De segunda a quarta-feira desta semana (18 a 20 de junho), ocorrerá a Conferência Nacional de Transtornos do Espectro Autista no Centro de Ciências da Saúde na Universidade Federal do Rio de Janeiro. Esse evento é totalmente gratuito, com conteúdo abrangente, reunindo profissionais, estudantes e interessados pela área. A ideia é promover um debate amplo e interdisciplinar sobre o assunto.

No primeiro dia do evento (18), o Dr. Juan Clinton Llerema Júnior, (médico, geneticista clínico e pesquisador da Fiocruz) discutiu, em sua fala, como fatores genéticos e do acaso contribuem para o desenvolvimento do autismo. E, claro, nós do NeuroPod prestamos bastante atenção!

Os transtornos do espectro autista (TEA) apresentam-se mais frequentemente em homens. Apesar de poderem surgir de forma mais constante em algumas famílias, essas síndromes não escolhem classe social, raça ou local de origem, podem afetar qualquer um. De fato, esses transtornos possuem uma herança familiar complexa e, só uma teoria que inclua múltiplos fatores poderá explicar o que os originam.

Em sua palestra, Dr. Llerema deu o exemplo dos irmãos gêmeos. Irmão gêmeos idênticos, ou monozigóticos, possuem 100% de similaridade genética, ou seja, seus genes são praticamente iguais. Porém, qualquer um que tenha convivido com gêmeos idênticos sabe que eles não são tão “idênticos” assim – apesar de muito parecidos, é possível diferenciá-los, seja em sua personalidade, modo de falar ou de se vestir, ou até nas suas aptidões e talentos. Conforme crescem, gêmeos monozigóticos podem também apresentar vulnerabilidades diferentes a determinadas doenças, dependendo de fatores do ambiente: como estilo de vida, hábitos alimentares e o ambiente social. Com isso, torna-se claro que, várias de nossas características são moldadas ao longo da nossa vida, através de cada uma de nossas experiências, independentemente de nossas tendências genéticas.

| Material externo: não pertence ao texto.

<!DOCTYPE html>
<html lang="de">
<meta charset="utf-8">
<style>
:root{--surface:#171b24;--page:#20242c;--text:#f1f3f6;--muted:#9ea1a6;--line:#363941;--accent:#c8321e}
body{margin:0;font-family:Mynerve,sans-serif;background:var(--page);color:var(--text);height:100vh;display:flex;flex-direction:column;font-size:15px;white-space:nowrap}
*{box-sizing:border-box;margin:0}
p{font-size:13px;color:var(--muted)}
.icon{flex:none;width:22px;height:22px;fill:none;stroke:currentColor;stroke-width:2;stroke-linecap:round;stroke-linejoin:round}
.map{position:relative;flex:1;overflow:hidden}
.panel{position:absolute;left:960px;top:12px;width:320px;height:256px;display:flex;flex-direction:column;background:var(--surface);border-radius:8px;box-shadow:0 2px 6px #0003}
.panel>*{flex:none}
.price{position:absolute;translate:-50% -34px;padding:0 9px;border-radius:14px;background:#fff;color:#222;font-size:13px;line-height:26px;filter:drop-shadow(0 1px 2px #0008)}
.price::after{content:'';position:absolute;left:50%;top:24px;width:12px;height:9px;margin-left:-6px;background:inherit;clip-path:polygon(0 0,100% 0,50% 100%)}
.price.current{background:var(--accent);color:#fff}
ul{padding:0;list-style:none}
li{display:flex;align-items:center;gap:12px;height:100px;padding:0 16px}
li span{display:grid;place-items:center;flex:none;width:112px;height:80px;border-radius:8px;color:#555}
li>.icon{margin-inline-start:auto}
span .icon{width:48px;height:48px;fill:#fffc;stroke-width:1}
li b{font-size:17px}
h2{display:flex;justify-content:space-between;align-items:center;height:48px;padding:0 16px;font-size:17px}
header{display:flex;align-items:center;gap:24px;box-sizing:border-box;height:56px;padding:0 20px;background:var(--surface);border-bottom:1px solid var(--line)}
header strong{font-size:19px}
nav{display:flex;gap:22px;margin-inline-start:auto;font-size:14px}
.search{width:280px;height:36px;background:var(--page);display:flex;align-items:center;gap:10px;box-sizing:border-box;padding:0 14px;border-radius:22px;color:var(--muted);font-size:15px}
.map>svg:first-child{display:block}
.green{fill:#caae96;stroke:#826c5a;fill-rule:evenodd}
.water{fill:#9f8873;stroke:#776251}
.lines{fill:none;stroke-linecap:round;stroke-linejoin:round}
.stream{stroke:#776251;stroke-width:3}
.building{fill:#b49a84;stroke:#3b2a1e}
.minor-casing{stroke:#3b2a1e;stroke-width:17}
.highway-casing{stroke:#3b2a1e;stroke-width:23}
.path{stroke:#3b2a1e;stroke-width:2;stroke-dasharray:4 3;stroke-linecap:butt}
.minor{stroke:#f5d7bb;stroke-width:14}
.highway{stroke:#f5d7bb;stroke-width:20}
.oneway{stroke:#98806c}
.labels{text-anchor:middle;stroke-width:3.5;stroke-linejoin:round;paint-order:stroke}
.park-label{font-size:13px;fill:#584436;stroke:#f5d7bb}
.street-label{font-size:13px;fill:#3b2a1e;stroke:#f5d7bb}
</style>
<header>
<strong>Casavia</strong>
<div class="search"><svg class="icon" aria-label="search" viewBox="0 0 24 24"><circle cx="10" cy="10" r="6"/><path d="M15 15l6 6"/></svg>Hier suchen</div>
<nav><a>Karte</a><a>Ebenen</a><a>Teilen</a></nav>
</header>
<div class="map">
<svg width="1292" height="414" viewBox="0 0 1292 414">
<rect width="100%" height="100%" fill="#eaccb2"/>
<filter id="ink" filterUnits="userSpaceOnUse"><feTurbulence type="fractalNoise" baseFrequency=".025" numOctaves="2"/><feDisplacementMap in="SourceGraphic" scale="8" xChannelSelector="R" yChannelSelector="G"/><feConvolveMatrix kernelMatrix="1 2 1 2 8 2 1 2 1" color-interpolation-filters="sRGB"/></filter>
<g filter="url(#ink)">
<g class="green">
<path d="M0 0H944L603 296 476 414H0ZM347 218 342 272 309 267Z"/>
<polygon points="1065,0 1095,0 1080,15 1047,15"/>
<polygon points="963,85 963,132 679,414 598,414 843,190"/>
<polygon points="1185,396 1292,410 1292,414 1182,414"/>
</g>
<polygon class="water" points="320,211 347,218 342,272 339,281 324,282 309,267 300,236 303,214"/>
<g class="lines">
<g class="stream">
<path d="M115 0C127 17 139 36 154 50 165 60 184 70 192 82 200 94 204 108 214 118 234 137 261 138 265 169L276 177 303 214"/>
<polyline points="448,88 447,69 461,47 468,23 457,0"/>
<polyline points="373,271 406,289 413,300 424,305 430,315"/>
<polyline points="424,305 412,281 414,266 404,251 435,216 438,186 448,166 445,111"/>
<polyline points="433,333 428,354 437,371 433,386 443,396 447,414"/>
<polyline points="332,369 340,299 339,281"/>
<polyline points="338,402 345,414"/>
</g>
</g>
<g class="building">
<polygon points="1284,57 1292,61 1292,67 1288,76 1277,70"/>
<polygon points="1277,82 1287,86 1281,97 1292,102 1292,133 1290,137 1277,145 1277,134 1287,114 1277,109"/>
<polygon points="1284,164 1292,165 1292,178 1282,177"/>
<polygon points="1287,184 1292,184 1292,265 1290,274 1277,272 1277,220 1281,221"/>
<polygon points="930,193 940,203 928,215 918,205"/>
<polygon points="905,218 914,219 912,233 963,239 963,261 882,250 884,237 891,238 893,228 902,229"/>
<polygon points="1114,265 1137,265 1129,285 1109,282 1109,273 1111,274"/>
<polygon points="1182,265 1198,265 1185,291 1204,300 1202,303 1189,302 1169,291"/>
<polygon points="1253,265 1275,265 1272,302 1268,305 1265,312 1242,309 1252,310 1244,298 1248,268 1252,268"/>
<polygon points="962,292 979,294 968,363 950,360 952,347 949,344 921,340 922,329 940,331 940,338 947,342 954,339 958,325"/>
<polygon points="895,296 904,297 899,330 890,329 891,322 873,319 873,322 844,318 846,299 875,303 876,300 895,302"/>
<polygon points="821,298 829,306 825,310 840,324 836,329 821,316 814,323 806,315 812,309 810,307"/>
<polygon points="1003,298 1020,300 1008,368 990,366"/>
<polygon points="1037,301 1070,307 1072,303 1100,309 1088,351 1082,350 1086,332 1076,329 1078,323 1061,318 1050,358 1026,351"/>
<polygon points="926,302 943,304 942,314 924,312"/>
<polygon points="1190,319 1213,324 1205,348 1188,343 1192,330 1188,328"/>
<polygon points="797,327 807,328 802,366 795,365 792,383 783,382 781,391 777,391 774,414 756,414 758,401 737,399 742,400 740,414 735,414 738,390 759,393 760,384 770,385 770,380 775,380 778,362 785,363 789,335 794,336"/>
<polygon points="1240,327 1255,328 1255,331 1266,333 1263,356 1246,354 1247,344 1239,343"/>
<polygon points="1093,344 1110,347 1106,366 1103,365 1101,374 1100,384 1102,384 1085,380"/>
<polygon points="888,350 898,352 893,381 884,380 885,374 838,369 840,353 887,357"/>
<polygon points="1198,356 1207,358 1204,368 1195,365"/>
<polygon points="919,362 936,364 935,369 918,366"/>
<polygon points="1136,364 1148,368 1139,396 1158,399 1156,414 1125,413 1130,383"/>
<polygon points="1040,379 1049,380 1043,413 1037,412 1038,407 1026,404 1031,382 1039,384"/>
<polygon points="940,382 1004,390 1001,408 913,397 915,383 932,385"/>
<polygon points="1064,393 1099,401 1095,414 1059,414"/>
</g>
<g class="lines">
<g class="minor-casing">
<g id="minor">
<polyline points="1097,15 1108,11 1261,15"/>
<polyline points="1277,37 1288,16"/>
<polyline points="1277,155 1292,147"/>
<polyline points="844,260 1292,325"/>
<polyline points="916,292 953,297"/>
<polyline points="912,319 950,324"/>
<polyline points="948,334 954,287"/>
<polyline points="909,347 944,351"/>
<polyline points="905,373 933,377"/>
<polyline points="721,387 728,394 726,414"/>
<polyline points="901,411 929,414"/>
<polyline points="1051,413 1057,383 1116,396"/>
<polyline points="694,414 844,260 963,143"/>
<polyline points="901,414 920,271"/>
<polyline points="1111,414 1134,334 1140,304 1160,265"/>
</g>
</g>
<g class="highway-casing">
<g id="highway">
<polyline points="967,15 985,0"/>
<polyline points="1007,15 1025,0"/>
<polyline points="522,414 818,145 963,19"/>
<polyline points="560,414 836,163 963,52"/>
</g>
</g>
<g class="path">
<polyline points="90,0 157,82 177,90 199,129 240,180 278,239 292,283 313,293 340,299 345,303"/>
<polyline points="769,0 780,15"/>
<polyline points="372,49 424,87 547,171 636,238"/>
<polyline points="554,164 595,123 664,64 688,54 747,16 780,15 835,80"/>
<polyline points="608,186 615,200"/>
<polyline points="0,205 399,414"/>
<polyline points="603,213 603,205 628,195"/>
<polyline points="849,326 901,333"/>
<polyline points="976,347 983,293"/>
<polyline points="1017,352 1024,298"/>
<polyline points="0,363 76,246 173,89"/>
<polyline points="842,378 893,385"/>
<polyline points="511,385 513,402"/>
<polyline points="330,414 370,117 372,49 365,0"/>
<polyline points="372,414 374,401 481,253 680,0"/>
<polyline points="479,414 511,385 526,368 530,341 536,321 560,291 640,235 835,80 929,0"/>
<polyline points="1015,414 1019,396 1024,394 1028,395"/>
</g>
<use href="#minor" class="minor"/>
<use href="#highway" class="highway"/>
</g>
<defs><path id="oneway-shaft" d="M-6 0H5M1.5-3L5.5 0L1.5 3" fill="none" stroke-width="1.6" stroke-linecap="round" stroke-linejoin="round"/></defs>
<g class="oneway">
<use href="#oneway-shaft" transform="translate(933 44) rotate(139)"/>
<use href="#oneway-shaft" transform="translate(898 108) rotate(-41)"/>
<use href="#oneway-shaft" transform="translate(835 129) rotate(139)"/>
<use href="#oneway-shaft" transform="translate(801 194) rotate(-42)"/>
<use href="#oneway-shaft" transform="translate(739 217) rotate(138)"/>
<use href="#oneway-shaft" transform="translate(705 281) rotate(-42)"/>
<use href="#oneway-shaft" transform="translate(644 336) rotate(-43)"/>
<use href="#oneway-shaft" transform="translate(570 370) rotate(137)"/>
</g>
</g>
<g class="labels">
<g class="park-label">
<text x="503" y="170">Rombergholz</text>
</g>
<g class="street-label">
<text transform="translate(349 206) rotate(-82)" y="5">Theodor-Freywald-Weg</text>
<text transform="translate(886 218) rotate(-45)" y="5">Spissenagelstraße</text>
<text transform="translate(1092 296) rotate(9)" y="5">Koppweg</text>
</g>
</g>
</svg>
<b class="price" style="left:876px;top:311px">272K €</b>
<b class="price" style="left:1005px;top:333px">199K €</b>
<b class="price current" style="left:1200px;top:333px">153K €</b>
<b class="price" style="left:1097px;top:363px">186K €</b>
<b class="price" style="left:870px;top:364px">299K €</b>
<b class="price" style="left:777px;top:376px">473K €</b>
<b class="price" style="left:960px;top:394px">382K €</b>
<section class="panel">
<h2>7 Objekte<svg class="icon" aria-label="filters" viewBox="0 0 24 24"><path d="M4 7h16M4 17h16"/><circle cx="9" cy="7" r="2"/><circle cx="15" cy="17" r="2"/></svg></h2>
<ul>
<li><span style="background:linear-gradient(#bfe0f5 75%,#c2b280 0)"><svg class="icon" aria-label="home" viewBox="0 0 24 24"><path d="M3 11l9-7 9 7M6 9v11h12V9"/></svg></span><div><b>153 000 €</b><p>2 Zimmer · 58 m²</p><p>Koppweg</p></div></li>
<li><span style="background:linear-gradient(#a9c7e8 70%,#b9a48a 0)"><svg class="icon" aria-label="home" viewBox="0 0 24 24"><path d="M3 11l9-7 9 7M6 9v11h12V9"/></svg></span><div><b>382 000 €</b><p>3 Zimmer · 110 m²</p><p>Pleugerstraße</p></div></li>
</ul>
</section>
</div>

Uma doença que se origine exclusivamente de uma modificação genética hereditária deve, por conceito, manifestar-se em concordância em gêmeos monozigóticos: se um irmão apresenta a doença, o outro gêmeo obrigatoriamente deve exibi-la. Isso não acontece no autismo, somente cerca de 88% dos gêmeos idênticos são concordantes nesse aspecto. Entretanto, se o transtorno não possuísse nenhum componente genético, apenas ambiental, a concordância entre os gêmeos deveria ser semelhante a prevalência dos TEA na população em geral (1%). Ou seja, a concordância entre gêmeos autistas é superior a do “acaso”, mas também não é explicada integralmente pela genética; então o que explica? Na verdade, os componentes ambientais e genéticos se somam, interagem de maneira complexa. Em sua palestra o Dr. Llerema explicou: Ao estudar famílias com vários portadores de TEA, mais de 1.000 genes diferentes foram relacionados, mas não há uniformidade entre as famílias!

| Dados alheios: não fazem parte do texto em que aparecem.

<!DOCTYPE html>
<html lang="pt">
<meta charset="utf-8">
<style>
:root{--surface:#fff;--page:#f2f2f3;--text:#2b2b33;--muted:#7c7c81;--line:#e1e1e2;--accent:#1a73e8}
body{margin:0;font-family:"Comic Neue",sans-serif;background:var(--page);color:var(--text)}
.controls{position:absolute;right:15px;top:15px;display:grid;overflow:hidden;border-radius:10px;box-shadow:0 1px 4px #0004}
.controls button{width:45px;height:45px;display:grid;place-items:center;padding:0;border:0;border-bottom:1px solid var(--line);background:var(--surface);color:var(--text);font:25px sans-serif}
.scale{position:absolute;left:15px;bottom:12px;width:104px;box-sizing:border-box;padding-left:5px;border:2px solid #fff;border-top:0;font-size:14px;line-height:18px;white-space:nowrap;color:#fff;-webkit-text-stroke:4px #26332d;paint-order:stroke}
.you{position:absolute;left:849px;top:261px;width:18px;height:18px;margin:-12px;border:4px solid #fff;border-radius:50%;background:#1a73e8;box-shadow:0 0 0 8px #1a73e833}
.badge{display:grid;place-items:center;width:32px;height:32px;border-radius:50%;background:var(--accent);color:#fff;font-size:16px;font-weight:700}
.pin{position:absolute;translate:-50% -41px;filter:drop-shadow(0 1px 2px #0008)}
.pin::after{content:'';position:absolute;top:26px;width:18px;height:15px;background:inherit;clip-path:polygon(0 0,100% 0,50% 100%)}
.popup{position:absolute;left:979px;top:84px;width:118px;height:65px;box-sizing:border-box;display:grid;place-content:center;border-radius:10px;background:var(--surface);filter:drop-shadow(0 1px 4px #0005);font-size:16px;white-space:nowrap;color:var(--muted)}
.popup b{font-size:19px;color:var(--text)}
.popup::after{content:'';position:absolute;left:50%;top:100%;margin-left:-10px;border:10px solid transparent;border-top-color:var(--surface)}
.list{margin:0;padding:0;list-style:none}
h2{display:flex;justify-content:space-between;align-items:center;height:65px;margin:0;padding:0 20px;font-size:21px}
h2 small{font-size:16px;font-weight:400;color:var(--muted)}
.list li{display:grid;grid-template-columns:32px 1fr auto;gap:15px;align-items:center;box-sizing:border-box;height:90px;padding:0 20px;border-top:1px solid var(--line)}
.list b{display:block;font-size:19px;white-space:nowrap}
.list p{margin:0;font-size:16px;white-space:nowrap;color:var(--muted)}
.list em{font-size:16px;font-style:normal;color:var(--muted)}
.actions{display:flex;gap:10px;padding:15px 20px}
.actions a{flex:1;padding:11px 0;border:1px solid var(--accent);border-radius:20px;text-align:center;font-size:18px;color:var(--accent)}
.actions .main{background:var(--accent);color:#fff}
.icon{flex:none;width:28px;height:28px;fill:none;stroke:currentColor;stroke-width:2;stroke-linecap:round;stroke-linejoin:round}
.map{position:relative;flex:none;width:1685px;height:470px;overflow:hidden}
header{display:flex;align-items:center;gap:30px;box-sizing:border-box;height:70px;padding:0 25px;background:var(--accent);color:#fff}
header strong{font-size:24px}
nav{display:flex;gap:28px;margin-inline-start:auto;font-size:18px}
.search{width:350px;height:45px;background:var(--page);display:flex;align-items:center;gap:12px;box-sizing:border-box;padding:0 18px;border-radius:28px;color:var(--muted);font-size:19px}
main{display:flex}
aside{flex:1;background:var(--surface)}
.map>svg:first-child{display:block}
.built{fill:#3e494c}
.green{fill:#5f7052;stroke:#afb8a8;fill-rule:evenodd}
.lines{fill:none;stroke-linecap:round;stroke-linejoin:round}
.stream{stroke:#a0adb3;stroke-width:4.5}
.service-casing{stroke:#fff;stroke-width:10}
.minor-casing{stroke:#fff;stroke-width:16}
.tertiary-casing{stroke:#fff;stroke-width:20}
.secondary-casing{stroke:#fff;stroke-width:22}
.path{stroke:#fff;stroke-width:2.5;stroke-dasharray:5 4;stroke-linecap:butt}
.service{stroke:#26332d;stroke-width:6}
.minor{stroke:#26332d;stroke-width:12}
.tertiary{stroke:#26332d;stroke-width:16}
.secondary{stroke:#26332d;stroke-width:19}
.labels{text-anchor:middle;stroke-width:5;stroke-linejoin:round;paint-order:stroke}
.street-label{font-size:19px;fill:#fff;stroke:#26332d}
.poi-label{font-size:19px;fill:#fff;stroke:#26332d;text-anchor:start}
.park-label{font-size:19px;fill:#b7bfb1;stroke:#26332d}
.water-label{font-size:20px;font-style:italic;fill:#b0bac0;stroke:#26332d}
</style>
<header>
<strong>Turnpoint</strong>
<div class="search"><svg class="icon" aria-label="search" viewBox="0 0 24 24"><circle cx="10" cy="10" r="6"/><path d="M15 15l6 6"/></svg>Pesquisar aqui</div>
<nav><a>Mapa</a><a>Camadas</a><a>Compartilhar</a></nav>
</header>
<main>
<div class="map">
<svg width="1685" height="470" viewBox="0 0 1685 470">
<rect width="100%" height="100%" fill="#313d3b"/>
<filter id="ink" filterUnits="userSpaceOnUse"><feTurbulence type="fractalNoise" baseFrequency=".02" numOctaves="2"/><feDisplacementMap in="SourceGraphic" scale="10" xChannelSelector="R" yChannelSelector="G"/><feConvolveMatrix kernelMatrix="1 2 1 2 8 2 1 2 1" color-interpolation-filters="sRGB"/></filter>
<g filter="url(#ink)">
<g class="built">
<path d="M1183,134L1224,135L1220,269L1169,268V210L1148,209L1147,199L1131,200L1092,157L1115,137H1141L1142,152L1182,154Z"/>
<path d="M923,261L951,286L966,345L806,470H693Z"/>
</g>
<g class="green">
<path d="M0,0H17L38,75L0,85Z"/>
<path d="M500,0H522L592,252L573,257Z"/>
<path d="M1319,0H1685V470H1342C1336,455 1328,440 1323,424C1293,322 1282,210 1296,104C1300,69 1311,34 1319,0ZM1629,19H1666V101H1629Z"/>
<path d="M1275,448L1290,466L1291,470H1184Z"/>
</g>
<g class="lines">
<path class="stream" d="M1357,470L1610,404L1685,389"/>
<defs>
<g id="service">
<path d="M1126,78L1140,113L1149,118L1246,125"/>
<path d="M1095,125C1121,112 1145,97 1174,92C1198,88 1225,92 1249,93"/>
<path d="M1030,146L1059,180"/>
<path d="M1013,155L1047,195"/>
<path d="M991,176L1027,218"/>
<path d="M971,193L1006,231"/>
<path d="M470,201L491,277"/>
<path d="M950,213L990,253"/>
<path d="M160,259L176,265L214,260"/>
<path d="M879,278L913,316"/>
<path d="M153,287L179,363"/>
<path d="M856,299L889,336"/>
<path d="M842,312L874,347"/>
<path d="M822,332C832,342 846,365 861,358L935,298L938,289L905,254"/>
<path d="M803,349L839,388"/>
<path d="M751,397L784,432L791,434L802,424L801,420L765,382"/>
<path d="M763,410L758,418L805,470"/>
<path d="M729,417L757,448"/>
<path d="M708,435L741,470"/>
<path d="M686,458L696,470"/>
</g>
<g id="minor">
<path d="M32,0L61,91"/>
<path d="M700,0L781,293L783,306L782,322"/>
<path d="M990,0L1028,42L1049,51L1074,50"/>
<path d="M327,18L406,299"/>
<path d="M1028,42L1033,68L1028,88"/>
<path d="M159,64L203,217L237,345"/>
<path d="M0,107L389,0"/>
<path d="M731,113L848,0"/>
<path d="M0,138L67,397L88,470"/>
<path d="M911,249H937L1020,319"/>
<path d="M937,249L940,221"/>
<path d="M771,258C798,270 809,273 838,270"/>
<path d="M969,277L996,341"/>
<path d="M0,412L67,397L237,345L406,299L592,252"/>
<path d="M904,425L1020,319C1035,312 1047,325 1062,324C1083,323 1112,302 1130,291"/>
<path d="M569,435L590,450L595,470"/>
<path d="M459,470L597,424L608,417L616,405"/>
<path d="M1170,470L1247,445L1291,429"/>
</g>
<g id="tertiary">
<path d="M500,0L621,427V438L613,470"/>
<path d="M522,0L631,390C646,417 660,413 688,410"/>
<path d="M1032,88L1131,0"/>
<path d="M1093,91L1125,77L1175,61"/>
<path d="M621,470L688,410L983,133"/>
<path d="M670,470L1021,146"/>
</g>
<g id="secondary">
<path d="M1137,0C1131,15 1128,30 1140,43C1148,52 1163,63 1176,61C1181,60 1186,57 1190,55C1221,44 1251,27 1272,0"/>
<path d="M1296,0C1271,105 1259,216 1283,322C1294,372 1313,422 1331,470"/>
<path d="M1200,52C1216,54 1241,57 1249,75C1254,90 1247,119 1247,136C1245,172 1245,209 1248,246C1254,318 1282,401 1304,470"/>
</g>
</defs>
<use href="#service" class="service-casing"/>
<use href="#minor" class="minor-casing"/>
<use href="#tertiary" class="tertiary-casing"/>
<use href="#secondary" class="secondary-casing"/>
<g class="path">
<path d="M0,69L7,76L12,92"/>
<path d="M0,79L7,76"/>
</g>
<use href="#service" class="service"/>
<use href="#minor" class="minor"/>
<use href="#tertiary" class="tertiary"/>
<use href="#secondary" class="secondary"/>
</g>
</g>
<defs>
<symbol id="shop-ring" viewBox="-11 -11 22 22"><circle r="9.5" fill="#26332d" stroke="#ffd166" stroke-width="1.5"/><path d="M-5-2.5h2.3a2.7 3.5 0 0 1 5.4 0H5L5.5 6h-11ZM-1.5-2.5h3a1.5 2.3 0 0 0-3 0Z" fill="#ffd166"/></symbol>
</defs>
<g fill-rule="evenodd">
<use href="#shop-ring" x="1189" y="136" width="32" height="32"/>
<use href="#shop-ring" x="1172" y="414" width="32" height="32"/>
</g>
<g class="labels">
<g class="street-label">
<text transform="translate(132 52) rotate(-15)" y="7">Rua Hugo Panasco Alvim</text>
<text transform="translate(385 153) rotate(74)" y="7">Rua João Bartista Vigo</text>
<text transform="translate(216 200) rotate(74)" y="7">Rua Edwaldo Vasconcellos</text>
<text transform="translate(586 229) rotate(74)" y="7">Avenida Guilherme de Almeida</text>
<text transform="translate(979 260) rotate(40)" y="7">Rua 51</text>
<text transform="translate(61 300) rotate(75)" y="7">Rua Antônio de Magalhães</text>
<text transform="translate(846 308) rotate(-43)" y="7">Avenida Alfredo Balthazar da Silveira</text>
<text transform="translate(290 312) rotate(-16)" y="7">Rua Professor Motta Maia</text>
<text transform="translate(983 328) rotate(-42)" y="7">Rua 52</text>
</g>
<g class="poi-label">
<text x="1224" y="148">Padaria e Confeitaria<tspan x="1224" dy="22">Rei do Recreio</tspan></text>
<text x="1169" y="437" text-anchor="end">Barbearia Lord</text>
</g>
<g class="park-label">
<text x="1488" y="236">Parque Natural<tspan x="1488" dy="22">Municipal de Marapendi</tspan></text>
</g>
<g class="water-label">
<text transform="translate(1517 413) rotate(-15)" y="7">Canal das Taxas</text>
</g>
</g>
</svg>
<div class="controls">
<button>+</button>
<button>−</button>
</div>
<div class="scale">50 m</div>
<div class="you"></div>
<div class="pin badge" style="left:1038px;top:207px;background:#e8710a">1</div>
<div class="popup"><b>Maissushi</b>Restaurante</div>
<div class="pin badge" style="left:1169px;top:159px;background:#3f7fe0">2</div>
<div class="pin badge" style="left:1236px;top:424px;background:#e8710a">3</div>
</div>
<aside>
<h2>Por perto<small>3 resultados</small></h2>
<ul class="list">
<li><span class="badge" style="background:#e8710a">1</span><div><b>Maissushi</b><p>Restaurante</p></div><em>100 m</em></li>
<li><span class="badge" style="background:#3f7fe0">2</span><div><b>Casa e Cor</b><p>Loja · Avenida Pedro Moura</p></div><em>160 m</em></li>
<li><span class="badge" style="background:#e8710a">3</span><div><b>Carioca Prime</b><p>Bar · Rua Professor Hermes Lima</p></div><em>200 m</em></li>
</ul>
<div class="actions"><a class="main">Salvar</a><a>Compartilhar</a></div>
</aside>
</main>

Para além da genética, eventos durante a gestação e durante toda a nossa vida são capazes de modificar a expressão dos nossos genes, em uma espécie de mecanismo de “ON” e “OFF”. O nosso material genético fica normalmente empacotado no núcleo de nossas células, enrolado como um novelo de lã em proteínas chamadas histonas. Porém, se o empacotamento for muito grande, os genes ficam escondidos, e por isso inativos (“OFF”). As histonas podem sofrer modificações ao longo da vida que “escondem” os genes, inativando-os, ou os mostram, permitindo sua ativação. Ou seja, mesmo que se possua determinado gene, ele pode estar inativo e só se tornar ativo quando algo externo o acionar, modificando seu empacotamento nas histonas – tal evento pode nunca acontecer!

Fenômenos como este recebem o nome de epigenética. Apesar de serem passíveis de alteração ao longo da vida, ainda sim são hereditários. A epigenética vem sido implicada em muitas doenças neurodegenerativas, como a doença de Alzheimer, psiquiátricas, como a depressão e, também em transtornos do desenvolvimento, como o autismo e a esquizofrenia. Esses mecanismos podem explicar porque gêmeos idênticos são discordantes quanto ao autismo. Variadas condições tem sido descritas como capazes de modificar a ativação de nossos genes por vias epigenéticas, como a inflamação, infecções ao longo da vida, drogas de abuso e até mesmo o estresse. É claro que muito ainda precisa ser pesquisado, pouco se sabe sobre esse ramo tão novo da ciência e é difícil estabelecer causas e consequências. Por enquanto, vamos ter que nos contentar com uma explicação vaga e complexa que inclui fatores genéticos, ambientais e o acaso agindo em conjunto.